Cantwell reflects on history
Cantwell reflects on history

"I think Hemingway, like his character, suffered from an acute sense of self loathing that in the end, along with some dementia, got the better of him. But I feel like in the case of Cantwell, he's seen such horrible things and he's lived through such horrible things, and his hands have done such horrible things that he has a hard time forgiving himself and can't imagine the prospect that anyone could love him as this young woman seems to. Even that is sort of beyond his own imagination. But I think the possibility of it certainly lightens his heart and prepares him to do what he came to do.”

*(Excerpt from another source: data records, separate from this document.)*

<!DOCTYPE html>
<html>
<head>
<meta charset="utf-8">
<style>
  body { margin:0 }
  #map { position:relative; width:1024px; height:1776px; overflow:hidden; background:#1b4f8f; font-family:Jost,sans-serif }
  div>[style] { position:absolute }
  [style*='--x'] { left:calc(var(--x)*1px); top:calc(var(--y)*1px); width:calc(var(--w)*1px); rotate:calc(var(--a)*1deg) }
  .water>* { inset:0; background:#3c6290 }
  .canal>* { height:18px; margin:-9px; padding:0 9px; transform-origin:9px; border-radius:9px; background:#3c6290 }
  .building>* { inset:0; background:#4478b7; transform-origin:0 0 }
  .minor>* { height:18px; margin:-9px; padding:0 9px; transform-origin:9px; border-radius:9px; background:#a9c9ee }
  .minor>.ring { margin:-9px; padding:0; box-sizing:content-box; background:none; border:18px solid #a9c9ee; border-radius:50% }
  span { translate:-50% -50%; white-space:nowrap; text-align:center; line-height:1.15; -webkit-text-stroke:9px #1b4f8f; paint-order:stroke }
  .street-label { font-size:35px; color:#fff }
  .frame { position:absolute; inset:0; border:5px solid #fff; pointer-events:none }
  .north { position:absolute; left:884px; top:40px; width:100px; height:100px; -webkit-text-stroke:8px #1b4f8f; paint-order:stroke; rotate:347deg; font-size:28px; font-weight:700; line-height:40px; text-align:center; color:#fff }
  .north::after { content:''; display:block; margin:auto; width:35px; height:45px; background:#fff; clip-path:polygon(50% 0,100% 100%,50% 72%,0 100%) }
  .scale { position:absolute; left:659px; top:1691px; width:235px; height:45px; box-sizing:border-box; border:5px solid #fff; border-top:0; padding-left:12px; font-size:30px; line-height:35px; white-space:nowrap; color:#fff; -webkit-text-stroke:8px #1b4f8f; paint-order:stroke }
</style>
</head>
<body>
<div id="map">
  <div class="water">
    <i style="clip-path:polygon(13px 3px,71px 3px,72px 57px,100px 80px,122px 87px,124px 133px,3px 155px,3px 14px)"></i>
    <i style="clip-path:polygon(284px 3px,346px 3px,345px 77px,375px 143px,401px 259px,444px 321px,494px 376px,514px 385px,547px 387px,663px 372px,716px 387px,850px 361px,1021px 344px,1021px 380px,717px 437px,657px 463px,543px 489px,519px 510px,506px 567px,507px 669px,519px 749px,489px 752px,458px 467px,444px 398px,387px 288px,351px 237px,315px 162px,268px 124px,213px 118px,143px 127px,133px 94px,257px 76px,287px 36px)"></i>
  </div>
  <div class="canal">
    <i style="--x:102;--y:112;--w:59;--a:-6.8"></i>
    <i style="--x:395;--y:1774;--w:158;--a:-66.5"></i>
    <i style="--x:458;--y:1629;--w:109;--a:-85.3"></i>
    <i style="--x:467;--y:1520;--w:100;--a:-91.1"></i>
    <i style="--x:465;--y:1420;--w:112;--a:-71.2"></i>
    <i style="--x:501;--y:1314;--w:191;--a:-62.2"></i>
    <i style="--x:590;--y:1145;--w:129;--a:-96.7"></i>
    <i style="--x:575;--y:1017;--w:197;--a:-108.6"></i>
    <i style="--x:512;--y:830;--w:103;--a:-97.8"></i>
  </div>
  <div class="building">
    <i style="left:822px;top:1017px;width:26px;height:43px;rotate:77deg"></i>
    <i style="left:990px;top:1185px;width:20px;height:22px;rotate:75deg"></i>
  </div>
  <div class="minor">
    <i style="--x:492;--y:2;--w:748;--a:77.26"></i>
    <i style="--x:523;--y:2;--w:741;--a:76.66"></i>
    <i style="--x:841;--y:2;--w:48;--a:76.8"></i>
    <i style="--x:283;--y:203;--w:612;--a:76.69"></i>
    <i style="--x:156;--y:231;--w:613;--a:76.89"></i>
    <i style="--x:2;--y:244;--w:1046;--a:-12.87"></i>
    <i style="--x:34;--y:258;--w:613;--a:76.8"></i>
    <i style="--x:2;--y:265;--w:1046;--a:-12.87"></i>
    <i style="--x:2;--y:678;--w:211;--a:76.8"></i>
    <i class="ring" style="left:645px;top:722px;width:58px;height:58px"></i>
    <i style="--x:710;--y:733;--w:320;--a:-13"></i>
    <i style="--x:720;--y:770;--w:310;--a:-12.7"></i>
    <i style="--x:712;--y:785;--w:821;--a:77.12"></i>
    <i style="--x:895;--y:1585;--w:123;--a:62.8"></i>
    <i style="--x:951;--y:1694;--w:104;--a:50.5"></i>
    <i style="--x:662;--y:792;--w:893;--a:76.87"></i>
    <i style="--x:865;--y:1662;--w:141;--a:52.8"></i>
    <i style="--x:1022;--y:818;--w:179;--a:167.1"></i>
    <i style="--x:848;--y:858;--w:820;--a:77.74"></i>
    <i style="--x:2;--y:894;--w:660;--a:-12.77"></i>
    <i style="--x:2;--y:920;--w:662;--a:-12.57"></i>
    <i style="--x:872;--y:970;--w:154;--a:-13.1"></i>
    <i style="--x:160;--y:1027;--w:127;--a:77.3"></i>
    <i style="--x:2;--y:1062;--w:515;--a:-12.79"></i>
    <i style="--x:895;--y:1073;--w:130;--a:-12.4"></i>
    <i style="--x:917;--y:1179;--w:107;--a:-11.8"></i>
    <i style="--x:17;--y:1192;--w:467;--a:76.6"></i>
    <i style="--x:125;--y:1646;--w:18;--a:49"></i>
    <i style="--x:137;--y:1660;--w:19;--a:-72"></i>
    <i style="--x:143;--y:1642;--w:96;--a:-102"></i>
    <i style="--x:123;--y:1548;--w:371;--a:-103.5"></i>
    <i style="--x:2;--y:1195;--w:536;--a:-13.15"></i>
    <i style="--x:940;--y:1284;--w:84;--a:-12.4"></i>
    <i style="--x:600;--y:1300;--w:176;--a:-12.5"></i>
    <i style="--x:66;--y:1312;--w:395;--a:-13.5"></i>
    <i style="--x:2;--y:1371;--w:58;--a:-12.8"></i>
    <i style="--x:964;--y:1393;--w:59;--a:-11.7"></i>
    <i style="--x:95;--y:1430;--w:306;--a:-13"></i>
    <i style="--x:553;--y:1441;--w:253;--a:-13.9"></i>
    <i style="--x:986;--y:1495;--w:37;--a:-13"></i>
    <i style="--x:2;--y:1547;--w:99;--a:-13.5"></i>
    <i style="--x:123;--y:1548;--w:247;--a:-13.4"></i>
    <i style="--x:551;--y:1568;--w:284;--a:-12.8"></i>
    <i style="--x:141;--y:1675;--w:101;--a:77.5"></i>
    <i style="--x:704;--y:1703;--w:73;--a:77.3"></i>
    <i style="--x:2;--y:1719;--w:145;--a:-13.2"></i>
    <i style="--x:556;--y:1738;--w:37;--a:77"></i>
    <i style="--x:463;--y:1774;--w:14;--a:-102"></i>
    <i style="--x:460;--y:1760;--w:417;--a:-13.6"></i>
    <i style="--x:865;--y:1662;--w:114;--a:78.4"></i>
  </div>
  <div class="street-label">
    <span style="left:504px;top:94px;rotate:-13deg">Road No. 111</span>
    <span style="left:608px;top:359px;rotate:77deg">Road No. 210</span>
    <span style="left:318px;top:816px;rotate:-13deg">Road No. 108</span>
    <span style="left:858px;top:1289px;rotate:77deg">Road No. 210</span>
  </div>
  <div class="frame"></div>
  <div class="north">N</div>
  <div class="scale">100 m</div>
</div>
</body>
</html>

He acknowledges that the author also made his way into the character.

“You know, I wish Paula were here to explain this to you, but I think Paula very much wanted Hemingway to be in this film. He was certainly a touchstone for the role.”

This contributed to aspects of how they created Cantwell’s appearance, he says. I ask about the process of finding the quiet, nuanced aspects in a character who can seem overbearing to others. Did that come from the book, or the script, or was it something that he brought himself?

“I think it was a combination of bringing things along that I had picked up in the book and also – I can't remember the title right now, but it was a book that I read about Hemingway's relationship to a young countess that an Italian writer wrote, that was extraordinarily helpful to me. That was an outsider perspective on the relationship, and everyone kind of agrees that Across The River And Into The Trees was written for her. And I have to find that quote before I continue.”

He apologises, turning round to look through the books on a shelf below his window, and I interrupt to ask if he means Adriana Ivancich. He stops and nods, satisfied, though it’s clear that he still wants to find the book. We move on to talk about how he captured the physicality of a character who is used to being powerful but has been forced to adjust to life with heart disease.

The perfect duck hunt
The perfect duck hunt

“Again, for me, it was part Hemingway, part Cantwell, and the stuff that I knew from the novel that I had read and what I knew about Hemingway, that he was a very physical, very large man who enjoyed being very physical and capable and active,” he says. “That's where the physicality came from. He was fighting back or pushing back against the heart condition, which was actually trying to slow him down to a degree. I felt like he was in a bit of a race with his own heart.”

Next up for him is a shoot with Darren Aronofsky, Caught Stealing, and he has a six part Netflix series, The Perfect Couple, in which he stars opposite Nicole Kidman, opening next week. I ask how he feels about the success of Across The River And Into The Trees on the festival circuit.

“It did wonderfully in Europe,” he reflects. “I heard that there were some very kind reviews in Europe, especially in Spain, so I'm really looking forward to it reaching audiences on this side of the pond.”

Across The River And Into The Trees is in US cinemas now.